Mayor of Nairobi
- In office 1962–1967
- Preceded by: Harold Travis
- Succeeded by: Isaac Lugonzo

Member of Parliament for Starehe Constituency
- In office 1969–1988

Personal details
- Born: 1923 Kenya
- Died: December 23, 2019 (aged 95–96) Karen, Nairobi, Kenya
- Party: Kenya African National Union (KANU)
- Occupation: Politician
- Known for: First African Mayor of Nairobi, Multi-party democracy activism
- Awards: Honorary Doctor of Letters (Murang'a University of Technology, 2018)

= Charles Rubia =

Kenyan mayor

Charles Wanyoike Rubia (1923 – 23 December 2019) was the mayor of Nairobi from 1962 to 1967, the first native African to hold the post. He later joined Parliament, where he rose to the cabinet. In 1990, together with Hon. Kenneth Matiba, Rubia led the calls for multi-party democracy and was subsequently detained twice by President Daniel arap Moi. He was later released from detention after one year, and had been in poor health ever since.
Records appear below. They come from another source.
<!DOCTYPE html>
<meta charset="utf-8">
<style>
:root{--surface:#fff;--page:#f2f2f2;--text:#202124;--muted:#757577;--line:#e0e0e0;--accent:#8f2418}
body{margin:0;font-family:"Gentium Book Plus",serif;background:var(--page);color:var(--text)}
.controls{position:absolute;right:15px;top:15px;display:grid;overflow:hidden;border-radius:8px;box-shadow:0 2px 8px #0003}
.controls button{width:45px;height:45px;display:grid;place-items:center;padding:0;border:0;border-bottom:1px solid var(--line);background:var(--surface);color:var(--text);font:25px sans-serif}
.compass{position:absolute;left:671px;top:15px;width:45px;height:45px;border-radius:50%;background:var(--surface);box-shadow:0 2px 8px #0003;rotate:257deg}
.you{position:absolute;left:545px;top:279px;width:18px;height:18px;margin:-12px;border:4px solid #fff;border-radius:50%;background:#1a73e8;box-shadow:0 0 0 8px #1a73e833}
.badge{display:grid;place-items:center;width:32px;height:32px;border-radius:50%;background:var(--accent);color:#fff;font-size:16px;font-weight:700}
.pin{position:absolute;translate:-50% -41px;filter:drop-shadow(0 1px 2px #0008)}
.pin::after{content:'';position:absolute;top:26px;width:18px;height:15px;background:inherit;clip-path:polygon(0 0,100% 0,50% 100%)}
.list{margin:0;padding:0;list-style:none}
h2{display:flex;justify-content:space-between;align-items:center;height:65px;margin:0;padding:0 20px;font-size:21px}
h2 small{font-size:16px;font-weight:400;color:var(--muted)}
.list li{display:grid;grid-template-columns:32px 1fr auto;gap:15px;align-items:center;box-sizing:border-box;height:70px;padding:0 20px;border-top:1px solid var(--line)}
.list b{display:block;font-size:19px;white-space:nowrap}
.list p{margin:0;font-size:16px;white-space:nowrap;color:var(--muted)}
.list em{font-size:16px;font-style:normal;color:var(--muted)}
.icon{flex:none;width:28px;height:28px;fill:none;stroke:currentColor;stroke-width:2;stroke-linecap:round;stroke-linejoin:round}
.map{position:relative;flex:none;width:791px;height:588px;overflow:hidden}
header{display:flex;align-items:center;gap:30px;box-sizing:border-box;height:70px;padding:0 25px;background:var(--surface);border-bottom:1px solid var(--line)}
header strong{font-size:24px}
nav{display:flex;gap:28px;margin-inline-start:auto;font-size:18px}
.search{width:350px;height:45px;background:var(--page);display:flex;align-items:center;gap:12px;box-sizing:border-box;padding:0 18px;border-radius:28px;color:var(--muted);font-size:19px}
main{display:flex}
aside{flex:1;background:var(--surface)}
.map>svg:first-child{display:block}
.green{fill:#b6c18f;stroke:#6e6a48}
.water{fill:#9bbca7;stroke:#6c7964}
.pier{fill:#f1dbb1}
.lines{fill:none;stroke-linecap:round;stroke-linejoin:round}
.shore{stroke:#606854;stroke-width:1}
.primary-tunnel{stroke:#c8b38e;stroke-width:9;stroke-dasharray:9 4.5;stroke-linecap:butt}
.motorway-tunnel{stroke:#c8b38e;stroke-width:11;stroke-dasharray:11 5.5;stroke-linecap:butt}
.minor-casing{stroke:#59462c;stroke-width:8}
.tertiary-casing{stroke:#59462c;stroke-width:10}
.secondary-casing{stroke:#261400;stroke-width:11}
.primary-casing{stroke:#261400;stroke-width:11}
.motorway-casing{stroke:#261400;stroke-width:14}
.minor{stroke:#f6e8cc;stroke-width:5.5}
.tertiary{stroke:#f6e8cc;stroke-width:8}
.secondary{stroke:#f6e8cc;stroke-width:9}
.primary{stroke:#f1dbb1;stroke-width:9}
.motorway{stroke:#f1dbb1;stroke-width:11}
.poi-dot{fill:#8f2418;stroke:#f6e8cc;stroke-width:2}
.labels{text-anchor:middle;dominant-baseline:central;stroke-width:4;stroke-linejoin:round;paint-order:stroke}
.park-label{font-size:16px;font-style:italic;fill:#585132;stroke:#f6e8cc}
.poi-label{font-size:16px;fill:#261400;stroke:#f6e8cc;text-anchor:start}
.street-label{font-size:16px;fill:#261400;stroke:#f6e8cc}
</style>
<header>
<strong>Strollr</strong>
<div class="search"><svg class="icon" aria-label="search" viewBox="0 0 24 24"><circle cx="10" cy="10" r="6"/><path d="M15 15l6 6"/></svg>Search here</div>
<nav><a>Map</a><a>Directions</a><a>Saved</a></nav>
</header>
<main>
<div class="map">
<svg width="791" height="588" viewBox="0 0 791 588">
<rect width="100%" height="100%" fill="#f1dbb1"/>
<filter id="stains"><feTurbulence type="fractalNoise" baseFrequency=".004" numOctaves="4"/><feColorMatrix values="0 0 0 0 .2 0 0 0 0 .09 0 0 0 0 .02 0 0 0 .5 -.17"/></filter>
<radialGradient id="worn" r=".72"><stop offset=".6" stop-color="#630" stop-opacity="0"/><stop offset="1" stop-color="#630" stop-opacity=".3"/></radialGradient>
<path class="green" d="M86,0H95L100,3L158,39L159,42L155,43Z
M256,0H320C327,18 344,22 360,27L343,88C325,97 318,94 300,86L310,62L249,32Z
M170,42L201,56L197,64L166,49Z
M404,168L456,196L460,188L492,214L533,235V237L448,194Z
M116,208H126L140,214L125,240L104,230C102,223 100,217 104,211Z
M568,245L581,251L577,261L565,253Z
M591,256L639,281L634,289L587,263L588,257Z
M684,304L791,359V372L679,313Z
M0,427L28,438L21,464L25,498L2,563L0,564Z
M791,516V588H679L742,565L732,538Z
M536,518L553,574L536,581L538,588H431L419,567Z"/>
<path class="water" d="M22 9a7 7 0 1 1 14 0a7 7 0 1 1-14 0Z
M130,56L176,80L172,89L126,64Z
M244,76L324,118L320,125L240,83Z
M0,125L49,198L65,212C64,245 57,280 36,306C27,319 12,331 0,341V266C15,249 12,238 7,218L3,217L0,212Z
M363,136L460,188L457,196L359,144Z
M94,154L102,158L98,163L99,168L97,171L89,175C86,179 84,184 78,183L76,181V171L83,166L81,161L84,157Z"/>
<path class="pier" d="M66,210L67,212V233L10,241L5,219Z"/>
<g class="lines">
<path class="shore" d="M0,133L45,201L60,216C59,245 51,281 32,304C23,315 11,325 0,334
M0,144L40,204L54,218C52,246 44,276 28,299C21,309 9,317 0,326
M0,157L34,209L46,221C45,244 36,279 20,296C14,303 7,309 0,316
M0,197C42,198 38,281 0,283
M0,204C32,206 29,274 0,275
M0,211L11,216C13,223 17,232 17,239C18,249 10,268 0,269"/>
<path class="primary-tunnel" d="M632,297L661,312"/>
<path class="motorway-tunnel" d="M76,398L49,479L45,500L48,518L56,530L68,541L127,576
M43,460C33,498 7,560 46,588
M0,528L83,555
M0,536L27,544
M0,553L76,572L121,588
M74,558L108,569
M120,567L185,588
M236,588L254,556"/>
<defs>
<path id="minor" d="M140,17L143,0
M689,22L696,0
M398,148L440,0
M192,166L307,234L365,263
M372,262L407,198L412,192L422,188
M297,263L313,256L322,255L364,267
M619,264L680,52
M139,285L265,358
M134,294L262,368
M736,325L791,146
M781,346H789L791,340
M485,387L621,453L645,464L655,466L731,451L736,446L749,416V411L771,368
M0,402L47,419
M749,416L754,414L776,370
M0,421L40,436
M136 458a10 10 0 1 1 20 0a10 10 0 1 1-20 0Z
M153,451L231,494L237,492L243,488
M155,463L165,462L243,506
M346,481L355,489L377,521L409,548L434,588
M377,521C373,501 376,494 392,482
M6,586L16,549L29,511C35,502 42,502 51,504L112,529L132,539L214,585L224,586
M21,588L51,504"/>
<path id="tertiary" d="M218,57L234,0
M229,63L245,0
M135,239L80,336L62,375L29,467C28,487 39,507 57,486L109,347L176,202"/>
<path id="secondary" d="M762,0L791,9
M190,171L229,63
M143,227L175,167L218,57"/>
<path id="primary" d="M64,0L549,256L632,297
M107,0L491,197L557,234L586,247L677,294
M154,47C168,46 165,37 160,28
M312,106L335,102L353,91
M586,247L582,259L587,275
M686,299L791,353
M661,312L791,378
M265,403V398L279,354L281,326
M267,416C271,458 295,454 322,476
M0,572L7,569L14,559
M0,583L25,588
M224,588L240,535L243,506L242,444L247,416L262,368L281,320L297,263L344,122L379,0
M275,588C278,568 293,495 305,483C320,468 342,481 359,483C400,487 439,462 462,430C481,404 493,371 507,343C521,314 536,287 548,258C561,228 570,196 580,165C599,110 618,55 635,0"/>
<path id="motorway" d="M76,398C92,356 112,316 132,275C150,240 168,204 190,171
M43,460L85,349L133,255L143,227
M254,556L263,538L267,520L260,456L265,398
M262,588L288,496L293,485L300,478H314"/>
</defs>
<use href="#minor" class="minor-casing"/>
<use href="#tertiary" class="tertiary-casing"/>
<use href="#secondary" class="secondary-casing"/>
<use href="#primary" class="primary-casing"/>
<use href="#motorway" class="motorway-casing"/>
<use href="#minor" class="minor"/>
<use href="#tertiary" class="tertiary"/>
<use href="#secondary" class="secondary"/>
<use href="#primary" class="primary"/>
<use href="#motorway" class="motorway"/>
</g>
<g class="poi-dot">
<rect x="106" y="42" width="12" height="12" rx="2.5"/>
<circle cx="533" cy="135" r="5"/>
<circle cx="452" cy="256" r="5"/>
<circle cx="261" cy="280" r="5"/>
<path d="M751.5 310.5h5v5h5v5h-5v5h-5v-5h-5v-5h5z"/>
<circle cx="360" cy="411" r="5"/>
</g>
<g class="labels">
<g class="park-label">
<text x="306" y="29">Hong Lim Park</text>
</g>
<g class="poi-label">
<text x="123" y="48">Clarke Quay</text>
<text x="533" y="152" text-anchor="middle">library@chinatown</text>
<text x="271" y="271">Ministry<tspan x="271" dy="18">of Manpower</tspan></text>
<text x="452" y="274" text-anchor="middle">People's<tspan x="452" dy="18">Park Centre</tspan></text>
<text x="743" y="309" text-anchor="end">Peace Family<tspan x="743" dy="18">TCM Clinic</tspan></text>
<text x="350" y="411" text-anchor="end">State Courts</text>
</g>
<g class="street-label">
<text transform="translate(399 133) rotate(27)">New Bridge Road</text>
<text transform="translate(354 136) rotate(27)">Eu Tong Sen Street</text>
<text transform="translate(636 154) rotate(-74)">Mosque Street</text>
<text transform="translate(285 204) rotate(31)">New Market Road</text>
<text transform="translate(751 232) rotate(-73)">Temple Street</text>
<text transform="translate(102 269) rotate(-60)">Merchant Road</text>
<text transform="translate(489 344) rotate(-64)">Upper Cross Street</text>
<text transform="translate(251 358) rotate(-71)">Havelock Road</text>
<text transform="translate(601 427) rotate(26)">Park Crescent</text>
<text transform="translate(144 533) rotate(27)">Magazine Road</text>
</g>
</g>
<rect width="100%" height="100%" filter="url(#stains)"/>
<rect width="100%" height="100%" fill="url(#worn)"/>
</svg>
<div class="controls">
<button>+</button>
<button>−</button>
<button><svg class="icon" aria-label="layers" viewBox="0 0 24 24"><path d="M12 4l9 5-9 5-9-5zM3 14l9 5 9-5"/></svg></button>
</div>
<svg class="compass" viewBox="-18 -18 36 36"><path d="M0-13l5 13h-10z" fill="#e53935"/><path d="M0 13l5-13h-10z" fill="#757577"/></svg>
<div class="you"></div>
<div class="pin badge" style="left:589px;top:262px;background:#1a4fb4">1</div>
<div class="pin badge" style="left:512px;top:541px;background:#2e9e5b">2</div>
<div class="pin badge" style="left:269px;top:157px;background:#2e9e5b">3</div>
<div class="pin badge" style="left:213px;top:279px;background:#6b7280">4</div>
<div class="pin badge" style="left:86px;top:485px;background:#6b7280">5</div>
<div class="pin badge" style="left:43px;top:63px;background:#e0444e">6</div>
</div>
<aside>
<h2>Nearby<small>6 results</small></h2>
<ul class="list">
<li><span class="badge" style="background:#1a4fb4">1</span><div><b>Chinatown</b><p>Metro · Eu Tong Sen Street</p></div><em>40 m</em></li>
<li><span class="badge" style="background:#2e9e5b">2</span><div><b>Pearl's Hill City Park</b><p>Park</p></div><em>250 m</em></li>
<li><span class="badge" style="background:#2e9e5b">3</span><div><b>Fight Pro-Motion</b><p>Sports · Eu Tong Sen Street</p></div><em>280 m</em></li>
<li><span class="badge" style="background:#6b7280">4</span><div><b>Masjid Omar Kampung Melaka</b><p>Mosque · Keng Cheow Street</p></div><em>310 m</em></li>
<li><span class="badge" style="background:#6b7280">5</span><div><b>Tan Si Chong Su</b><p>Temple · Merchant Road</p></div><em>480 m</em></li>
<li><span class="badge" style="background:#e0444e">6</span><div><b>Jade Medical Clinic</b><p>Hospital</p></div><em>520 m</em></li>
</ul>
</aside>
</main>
He became Mayor of Nairobi in July 1962. He was re-elected to the position in October 1963, and July 1964. In September 1964, Rubia briefly resigned as mayor before returning to the position.

He was an MP from Starehe Constituency in Nairobi from 1969 to 1988.

In July 2018, Murang'a University of Technology honoured the past Mayor of Nairobi with a Doctor of letters degree for his good work in mobilizing the community in the establishment of Murang'a college of Technology.

He died on 23 December 2019, aged 96, in his Karen home, in Nairobi.